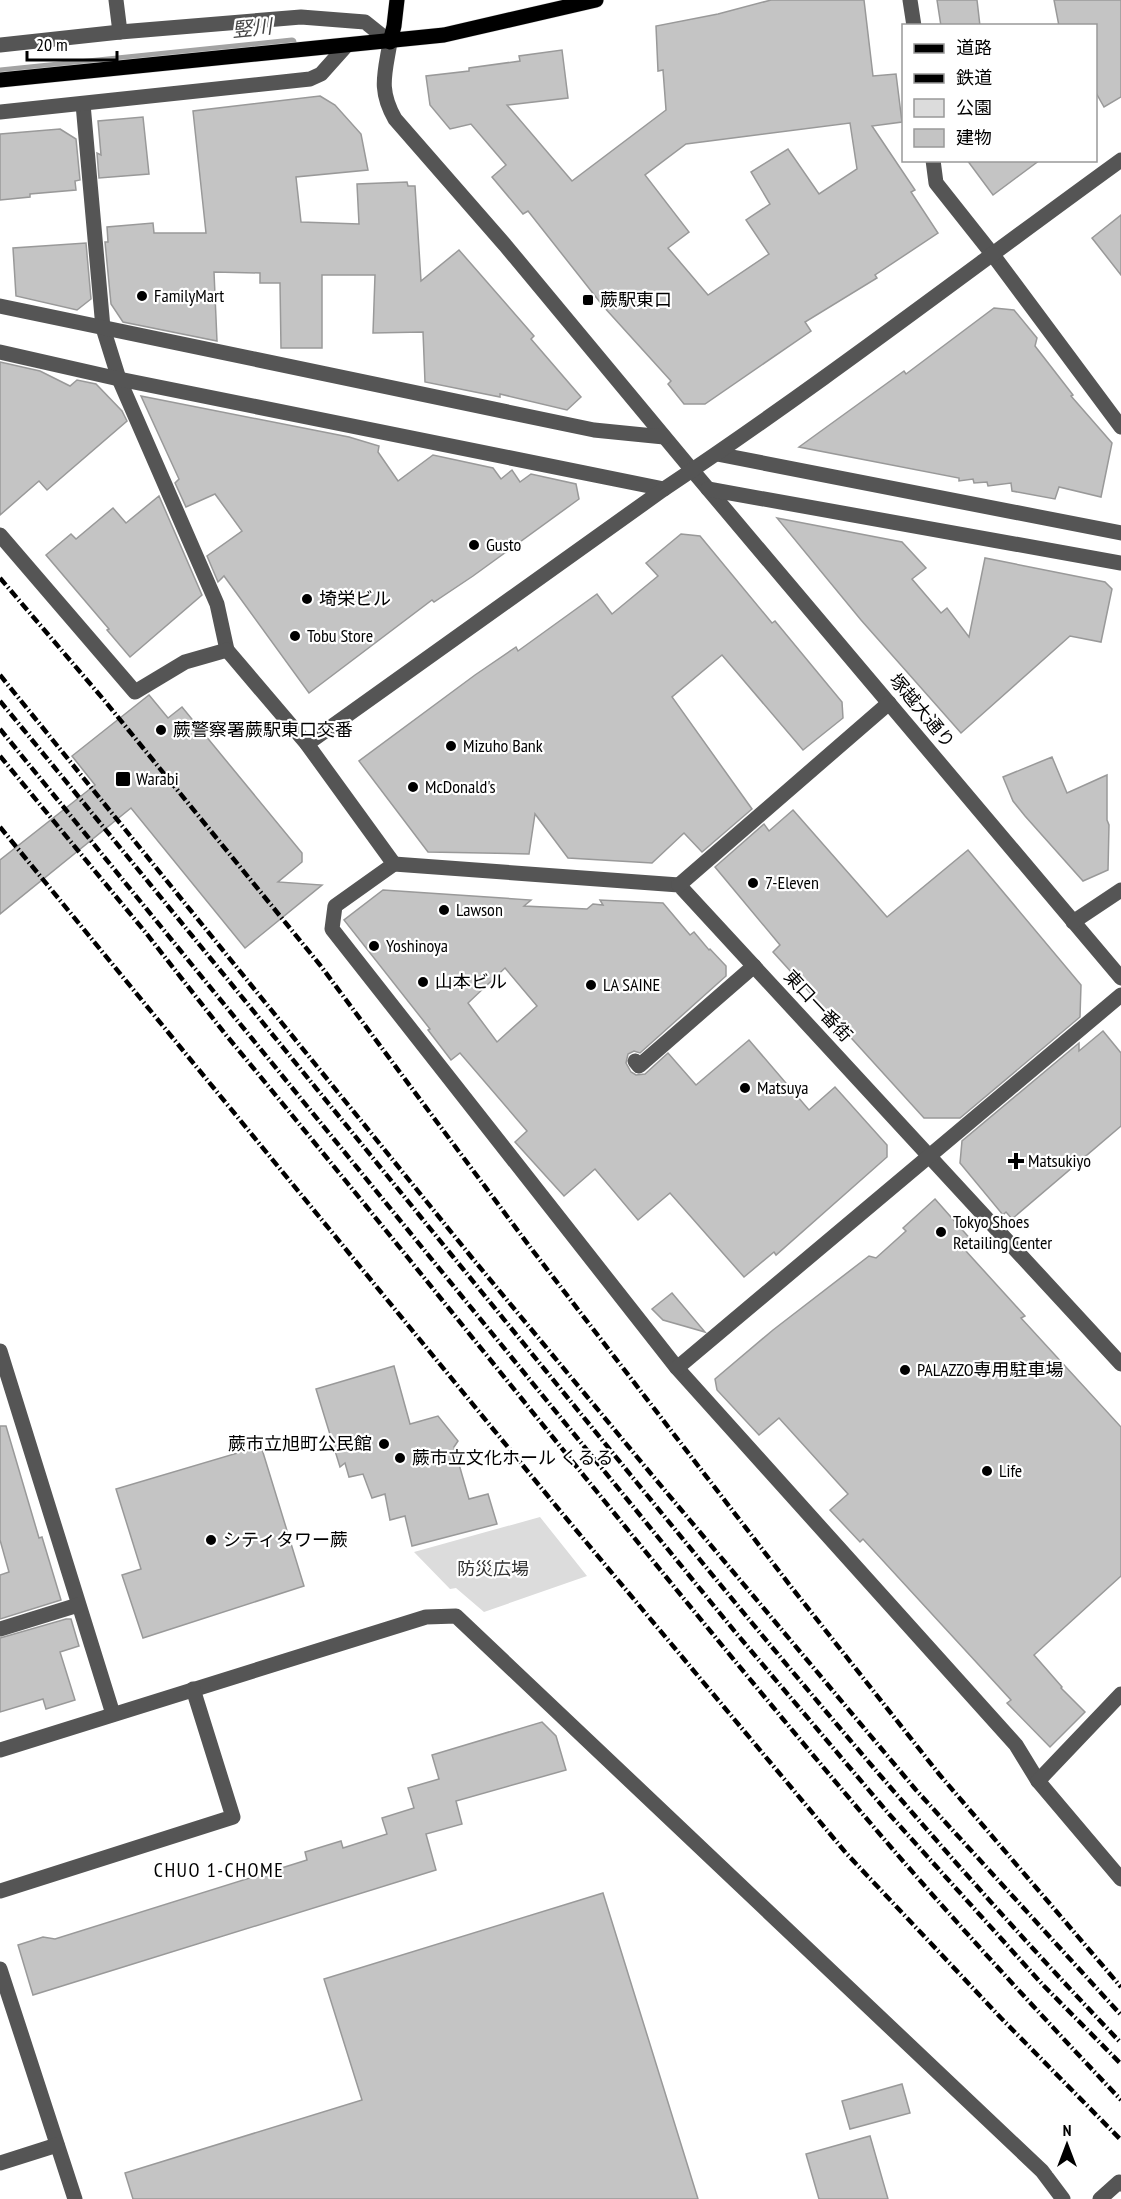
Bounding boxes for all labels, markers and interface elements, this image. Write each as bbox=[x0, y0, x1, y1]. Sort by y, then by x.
water label: 竪川 bbox=[231, 13, 275, 43]
scale bar bbox=[27, 24, 117, 62]
legend bbox=[902, 24, 1097, 162]
text: 20 m bbox=[36, 33, 68, 56]
text: 道路 bbox=[956, 36, 992, 59]
text: 鉄道 bbox=[956, 66, 992, 89]
text: 公園 bbox=[956, 96, 992, 119]
text: 建物 bbox=[956, 126, 992, 149]
place label: FamilyMart bbox=[154, 284, 224, 307]
place label: 蕨駅東口 bbox=[600, 288, 672, 311]
marker: FamilyMart bbox=[135, 289, 149, 303]
marker: 蕨駅東口 bbox=[581, 293, 595, 307]
place label: Gusto bbox=[486, 533, 522, 556]
marker: Gusto bbox=[467, 538, 481, 552]
place label: 埼栄ビル bbox=[319, 587, 391, 610]
marker: 埼栄ビル bbox=[300, 592, 314, 606]
place label: Tobu Store bbox=[307, 624, 373, 647]
marker: Tobu Store bbox=[288, 629, 302, 643]
street label: 塚越大通り bbox=[885, 669, 960, 753]
place label: 蕨警察署蕨駅東口交番 bbox=[173, 718, 353, 741]
marker: 蕨警察署蕨駅東口交番 bbox=[154, 723, 168, 737]
place label: Mizuho Bank bbox=[463, 734, 543, 757]
marker: Mizuho Bank bbox=[444, 739, 458, 753]
place label: Warabi bbox=[136, 767, 179, 790]
marker: Warabi bbox=[114, 770, 132, 788]
place label: McDonald's bbox=[425, 775, 496, 798]
marker: McDonald's bbox=[406, 780, 420, 794]
place label: 7-Eleven bbox=[765, 871, 819, 894]
marker: 7-Eleven bbox=[746, 876, 760, 890]
place label: Lawson bbox=[456, 898, 503, 921]
marker: Lawson bbox=[437, 903, 451, 917]
place label: Yoshinoya bbox=[386, 934, 448, 957]
marker: Yoshinoya bbox=[367, 939, 381, 953]
street label: 東口一番街 bbox=[779, 965, 857, 1046]
place label: 山本ビル bbox=[435, 970, 507, 993]
place label: LA SAINE bbox=[603, 973, 660, 996]
marker: 山本ビル bbox=[416, 975, 430, 989]
marker: LA SAINE bbox=[584, 978, 598, 992]
place label: Matsuya bbox=[757, 1076, 808, 1099]
marker: Matsuya bbox=[738, 1081, 752, 1095]
place label: Matsukiyo bbox=[1028, 1149, 1091, 1172]
marker: Matsukiyo bbox=[1009, 1154, 1023, 1168]
place label: Tokyo Shoes Retailing Center bbox=[953, 1210, 1052, 1254]
marker: Tokyo Shoes Retailing Center bbox=[934, 1225, 948, 1239]
place label: PALAZZO専用駐車場 bbox=[917, 1358, 1064, 1381]
marker: PALAZZO専用駐車場 bbox=[898, 1363, 912, 1377]
place label: 蕨市立旭町公民館 bbox=[228, 1432, 372, 1455]
marker: 蕨市立旭町公民館 bbox=[377, 1437, 391, 1451]
place label: 蕨市立文化ホール くるる bbox=[412, 1446, 613, 1469]
marker: 蕨市立文化ホール くるる bbox=[393, 1451, 407, 1465]
place label: Life bbox=[999, 1459, 1022, 1482]
marker: Life bbox=[980, 1464, 994, 1478]
place label: シティタワー蕨 bbox=[223, 1528, 348, 1551]
marker: シティタワー蕨 bbox=[204, 1533, 218, 1547]
park label: 防災広場 bbox=[457, 1557, 529, 1580]
district label: CHUO 1-CHOME bbox=[154, 1857, 284, 1883]
north arrow bbox=[1037, 2115, 1097, 2175]
text: N bbox=[1063, 2120, 1071, 2140]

> _WORK REQUIRED_
A complete answer gives every line of the data that includes "Life".

> _WRITTEN RESPONSE_
place label: Life bbox=[999, 1459, 1022, 1482]
marker: Life bbox=[980, 1464, 994, 1478]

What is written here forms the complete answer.